"Skia Gold received an unapproved image in post-submit" failures incorrectly reported as flaky #105915

HansMuller · 2022-06-13T18:45:46Z

These three issues were automatically marked as P1 flakes: https://github.com/flutter/flutter/issues?q=is%3Aissue+issues%3A+105613+105608+105614. That's - in part - because of "unapproved image in post-submit" failures reported by Skia Gold. These Skia Gold failures should not contribute to the flaky test statistics, see for example #105613 (comment)

HansMuller · 2022-06-13T18:49:37Z

I've marked this issue P1 because the https://github.com/flutter/flutter/issues?q=is%3Aissue+issues%3A+105613+105608+105614 were all reported P1.

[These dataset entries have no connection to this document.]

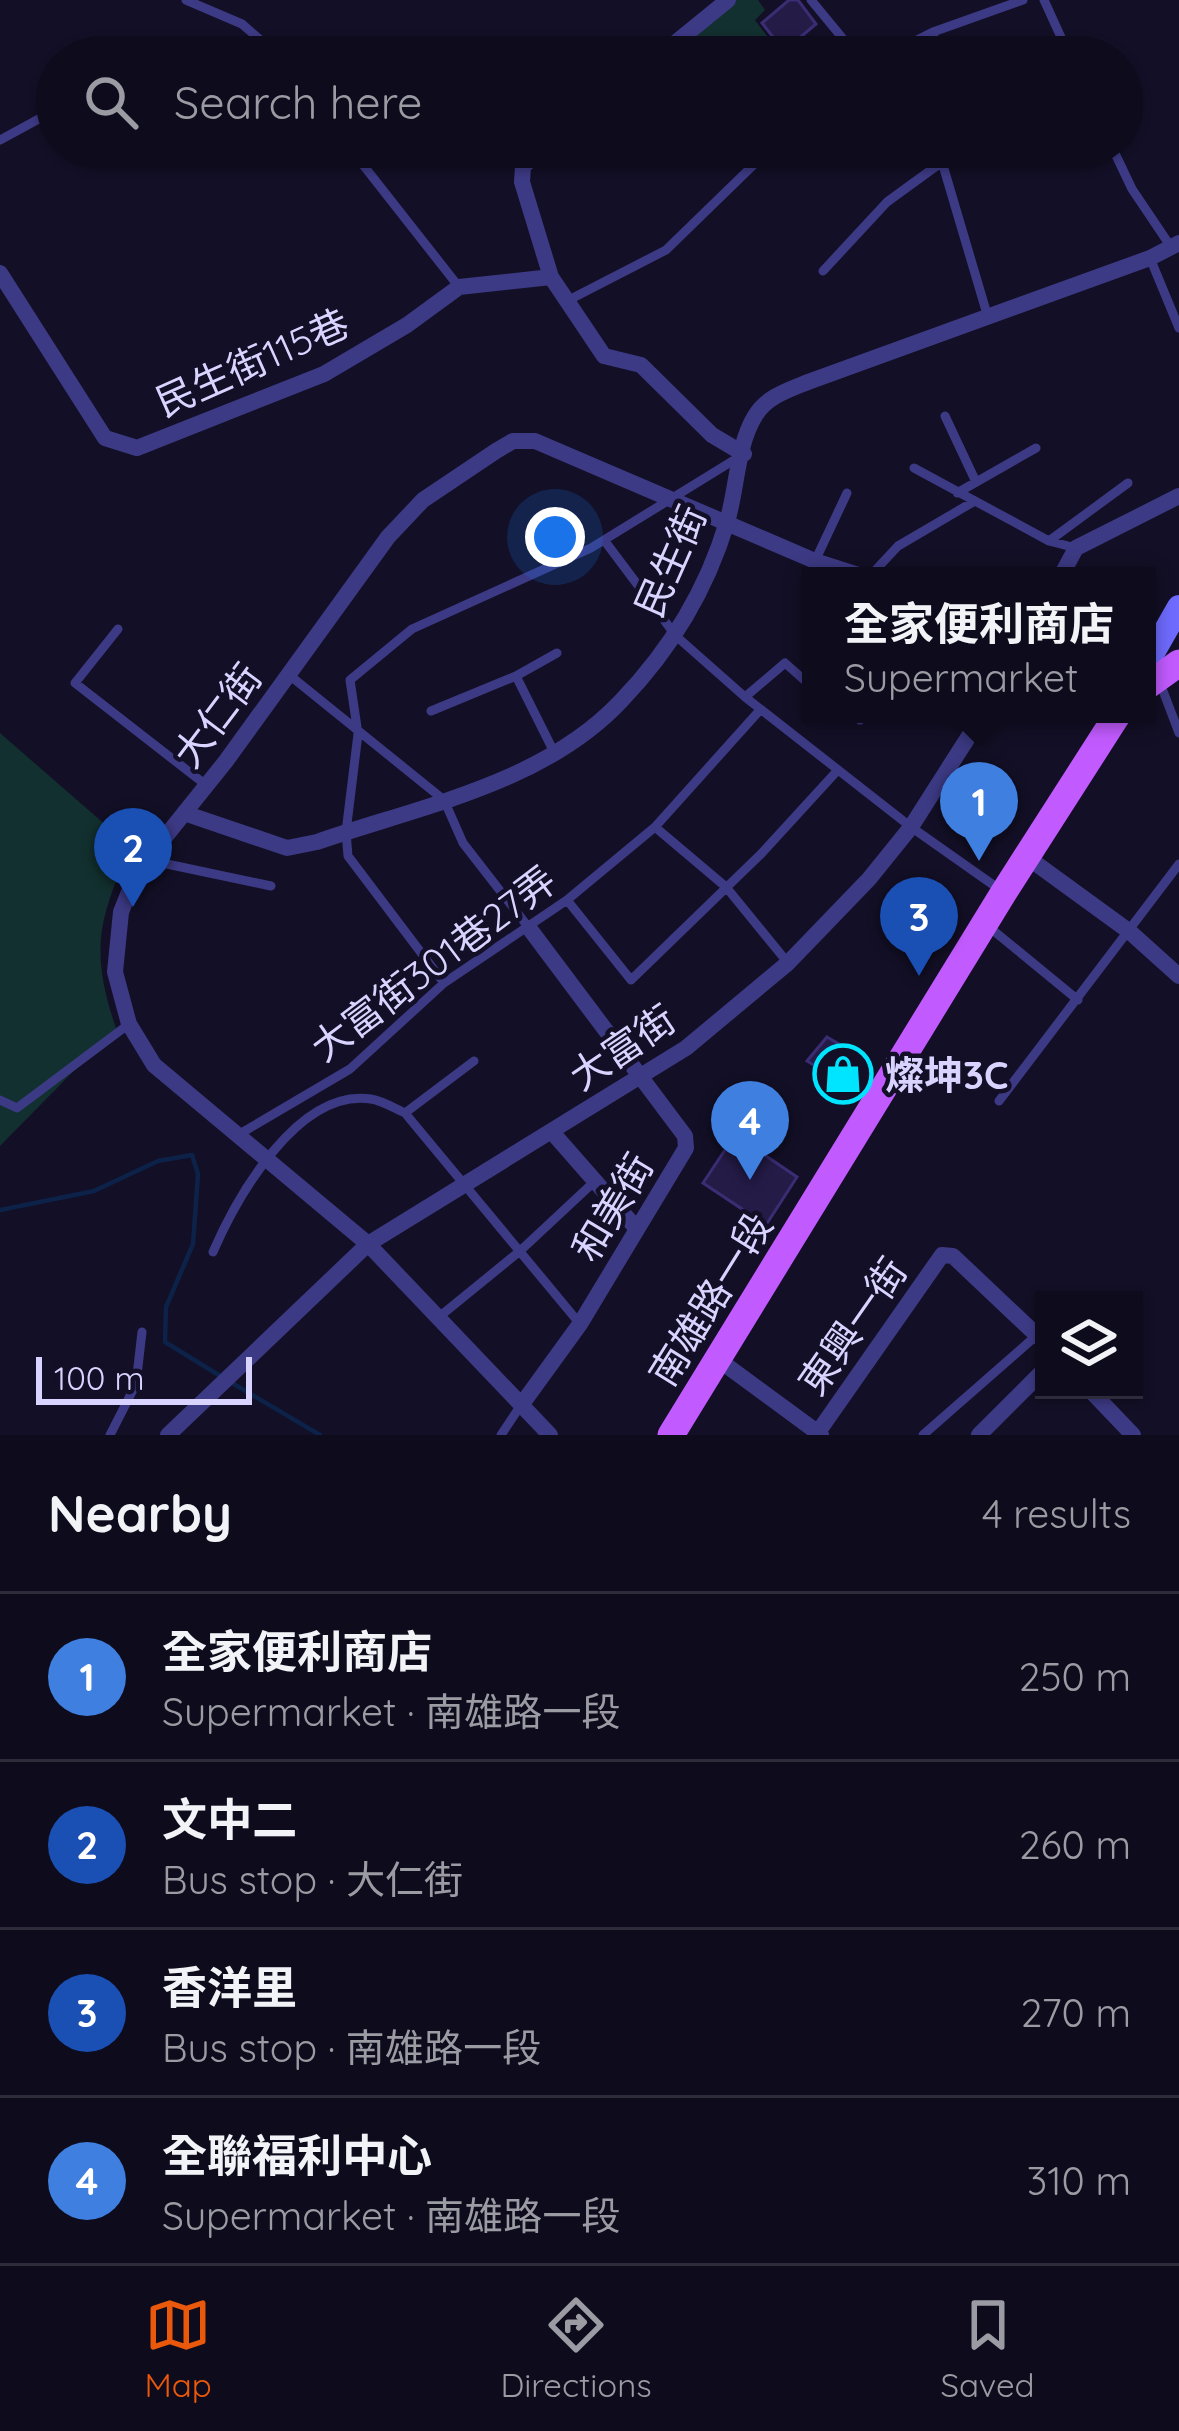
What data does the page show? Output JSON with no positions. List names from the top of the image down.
{
  "streets": {
    "main road": ["南雄路一段"],
    "street": [
      "民生街115巷",
      "民生街",
      "大仁街",
      "大富街",
      "和美街",
      "東興一街"
    ],
    "lane": ["大富街301巷27弄"]
  },
  "crossings": [
    ["民生街", "大仁街"],
    ["大仁街", "大富街301巷27弄"],
    ["大仁街", "大富街"],
    ["大仁街", "和美街"],
    ["大富街301巷27弄", "和美街"],
    ["大富街", "和美街"]
  ],
  "places": {
    "shop": ["燦坤3C"]
  },
  "scale_bar": "100 m",
  "page": {
    "search": "Search here",
    "popup": ["全家便利商店", "Supermarket"],
    "pins": [
      "1",
      "2",
      "3",
      "4"
    ],
    "scale": "100 m",
    "heading": ["Nearby", "4 results"],
    "list": [
      {
        "mark": "1",
        "name": "全家便利商店",
        "note": "Supermarket · 南雄路一段",
        "value": "250 m"
      },
      {
        "mark": "2",
        "name": "文中二",
        "note": "Bus stop · 大仁街",
        "value": "260 m"
      },
      {
        "mark": "3",
        "name": "香洋里",
        "note": "Bus stop · 南雄路一段",
        "value": "270 m"
      },
      {
        "mark": "4",
        "name": "全聯福利中心",
        "note": "Supermarket · 南雄路一段",
        "value": "310 m"
      }
    ],
    "nav": ["Map", "Directions", "Saved"]
  }
}
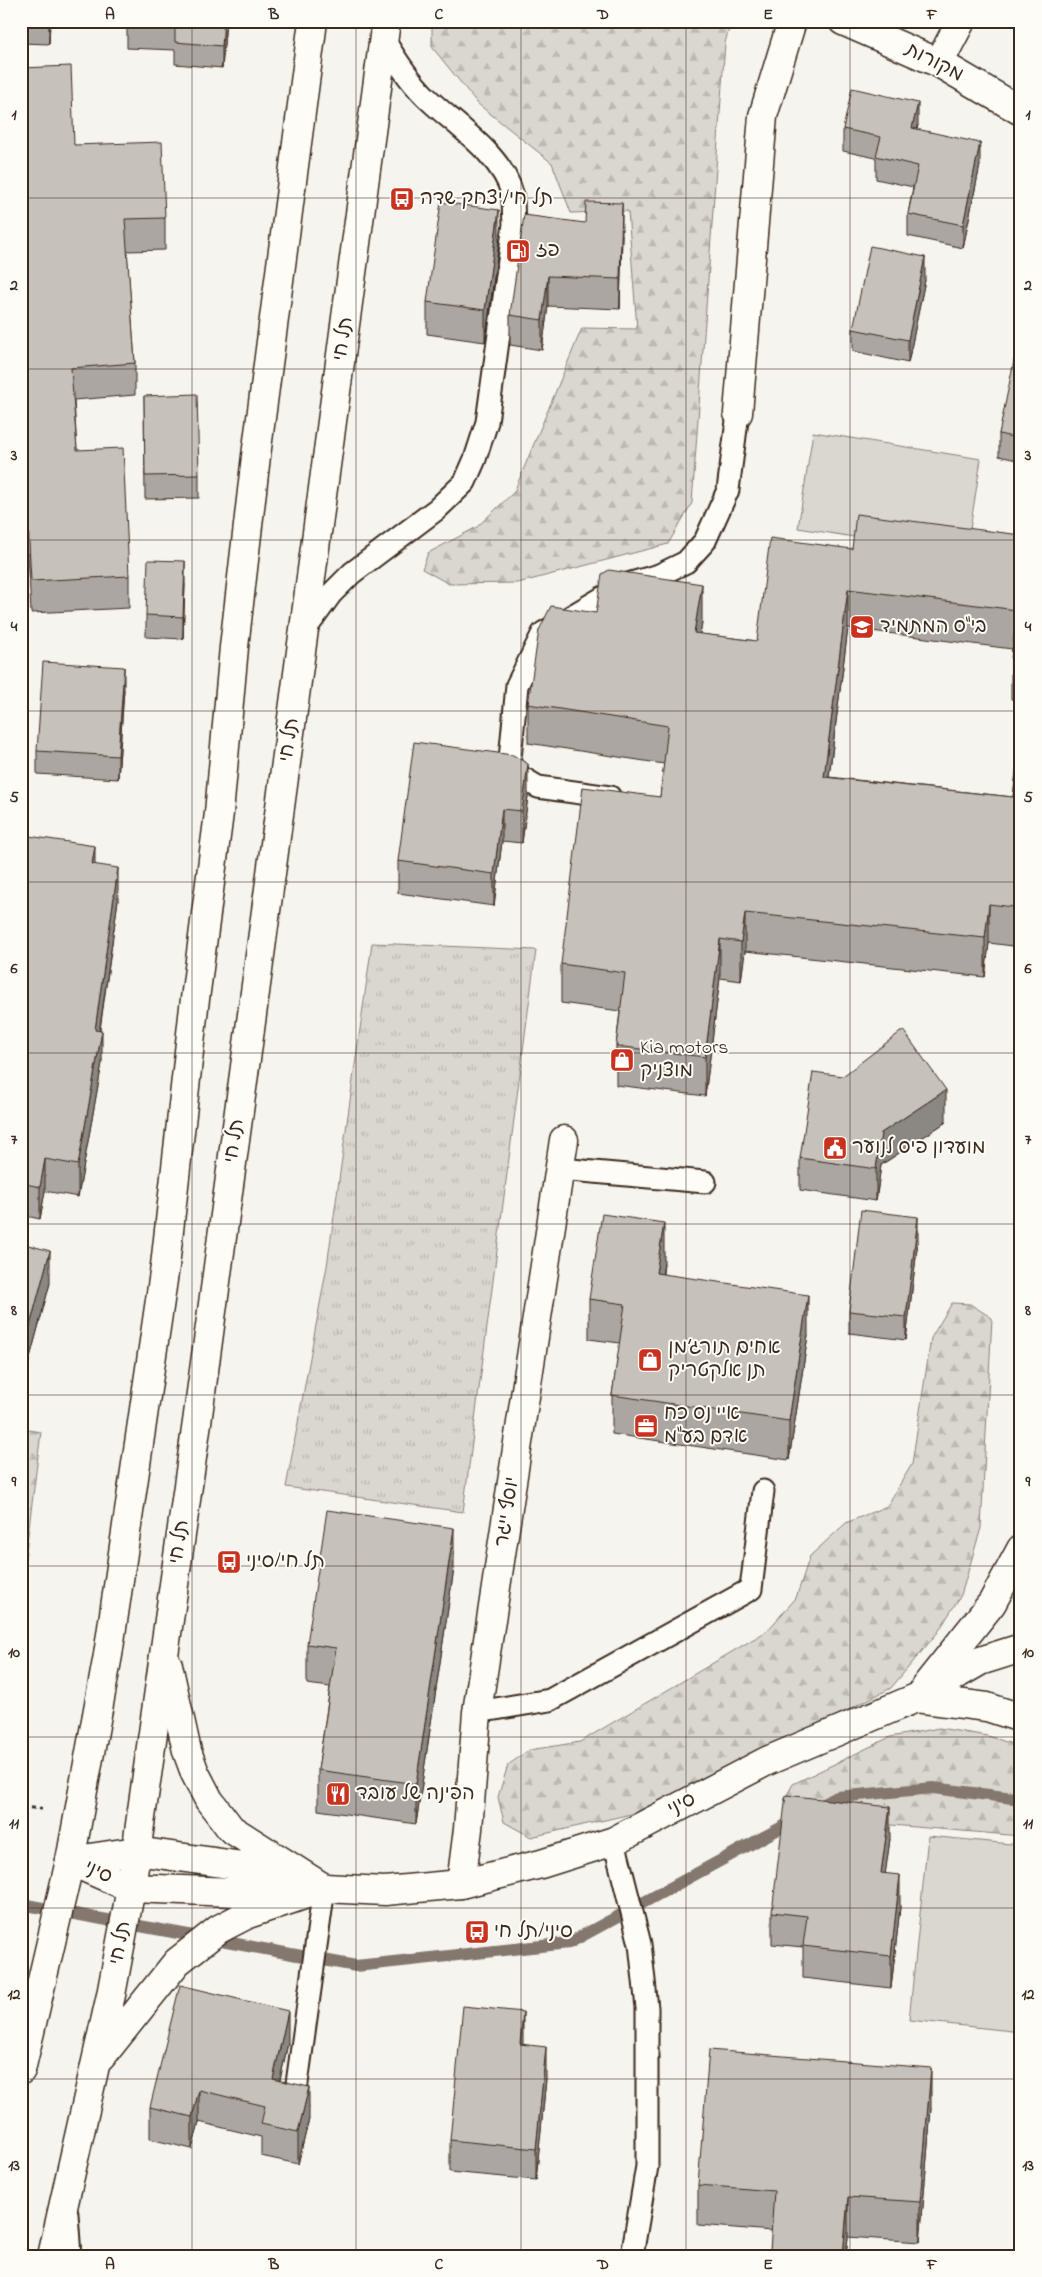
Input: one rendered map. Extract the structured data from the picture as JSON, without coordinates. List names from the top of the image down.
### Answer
{
  "streets": {
    "main road": [
      "מקורות",
      "תל חי",
      "יוסף ייגר",
      "סיני"
    ]
  },
  "crossings": [
    ["תל חי", "סיני"],
    ["יוסף ייגר", "סיני"]
  ],
  "places": {
    "bus stop": ["תל חי/יצחק שדה", "תל חי/סיני", "סיני/תל חי"],
    "fuel station": ["פז"],
    "school or university": ["בי\"ס המתמיד"],
    "shop": ["Kia motors מוצניק", "אחים תורג׳מן תן אלקטריק"],
    "public building": ["מועדון פיס לנוער"],
    "office": ["איי נס כח אדם בע\"מ"],
    "restaurant": ["הפינה של עובד"]
  },
  "grid": {
    "columns": [
      "A",
      "B",
      "C",
      "D",
      "E",
      "F"
    ],
    "rows": [
      "1",
      "2",
      "3",
      "4",
      "5",
      "6",
      "7",
      "8",
      "9",
      "10",
      "11",
      "12",
      "13"
    ]
  }
}
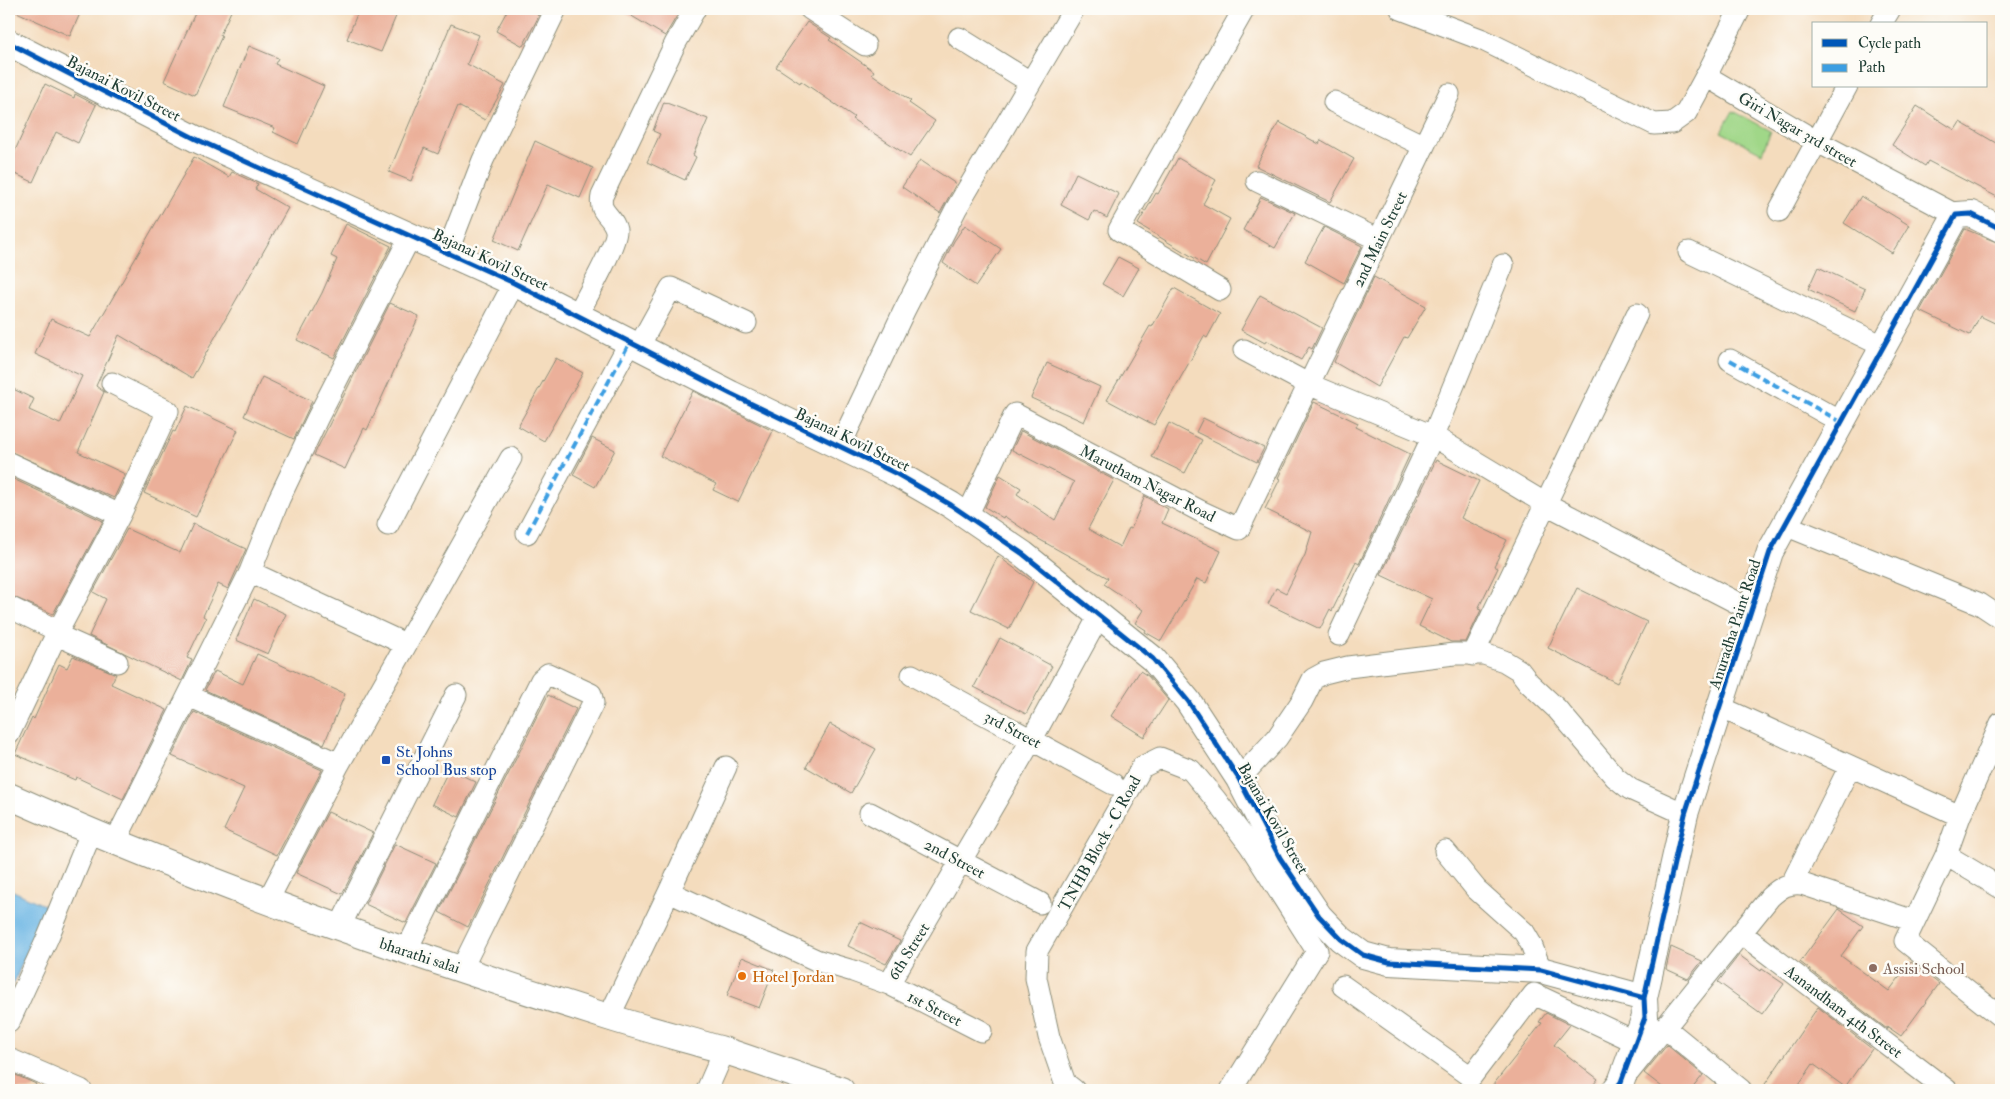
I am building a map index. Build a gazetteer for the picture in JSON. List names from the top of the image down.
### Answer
{
  "streets": {
    "street": [
      "Bajanai Kovil Street",
      "Giri Nagar 3rd street",
      "2nd Main Street",
      "Marutham Nagar Road",
      "Anuradha Paint Road",
      "3rd Street",
      "TNHB Block - C Road",
      "2nd Street",
      "6th Street",
      "bharathi salai",
      "1st Street",
      "Aanandham 4th Street"
    ]
  },
  "crossings": [
    ["Bajanai Kovil Street", "Marutham Nagar Road"],
    ["Bajanai Kovil Street", "Anuradha Paint Road"],
    ["Bajanai Kovil Street", "6th Street"],
    ["Giri Nagar 3rd street", "Anuradha Paint Road"],
    ["2nd Main Street", "Marutham Nagar Road"],
    ["3rd Street", "6th Street"],
    ["2nd Street", "6th Street"],
    ["6th Street", "1st Street"]
  ],
  "places": {
    "transit": ["St. Johns School Bus stop"],
    "other": ["Assisi School", "Hotel Jordan"]
  },
  "legend": ["Cycle path", "Path"]
}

keyonghan · 2022-06-13T19:04:52Z

Unfortunately there is not an easy way for the flake bot to analyze raw error messages and distinguish them differently when detecting flakes (it sees only failure or pass).
Instead, I think we should enforce the Gold image workflow if that will cause task failure in CI and tree red. Does it make sense? /cc @Piinks

Piinks · 2022-06-13T19:07:15Z

I think we should enforce the Gold image workflow if that will cause task failure in CI and tree red

We already do this. If the workflow is not followed, the tree turns red. That is why it is being accidentally marked flaky.

keyonghan · 2022-06-13T19:12:50Z

We already do this. If the workflow is not followed, the tree turns red. That is why it is being accidentally marked flaky.

I am wondering if this should be caught in presubmit tests?

Piinks · 2022-06-13T19:15:13Z

Please see #93515 for more context.
We cannot catch this reliably in presubmit.

keyonghan · 2022-06-13T21:25:35Z

Thanks for the context @Piinks .

I would repurpose this issue to support flake filtering out customized test failure errors. Maybe a flag to skip flake counts for such failures. But this will need non-trivial support to parse error messages or make tests output to be parsable/general.

As this issue happened on only one commit, and is not blocking anything, decreasing to P4 and moving to technical debt.

keyonghan · 2022-08-02T21:12:53Z

Trying to understand the workflow. If people don't follow the correct way, this will cause post-submit CI (tree) red. And this expects to keep the tree red. However our auto retry will rerun the failed builds and try greening the tree asap. The successful retry contributes to the flake.
My question is: how those unapproved images would pass on the retry?

Regarding pre-submit check:

For Fix lerp to eccentric circle. #108743, the bot complains about golden file change, and added label will affect goldens. Does it make sense to fail the gold status check based on that?
For Deprecate toggleableActiveColor #97972, no complains about golden file change, but it fails post-submit CI due to unapproved golden images. Is this expected?

As there is no easy way for the flake bot to exclude such failures/flakes, I am looking for any potential workarounds re such golden image errors. Based on dashboard, this issue happens on multiple commits in recent days and caused tree red intermittently.

Piinks · 2022-08-02T21:51:58Z

Sometimes golden file test can be flakey, in that they do not produce the same image every time. I have only seen this happen on canvas kit image tests, but @yjbanov adding some fuzziness to the image test to reduce that flakiness. That is what happened in the case of 2 above.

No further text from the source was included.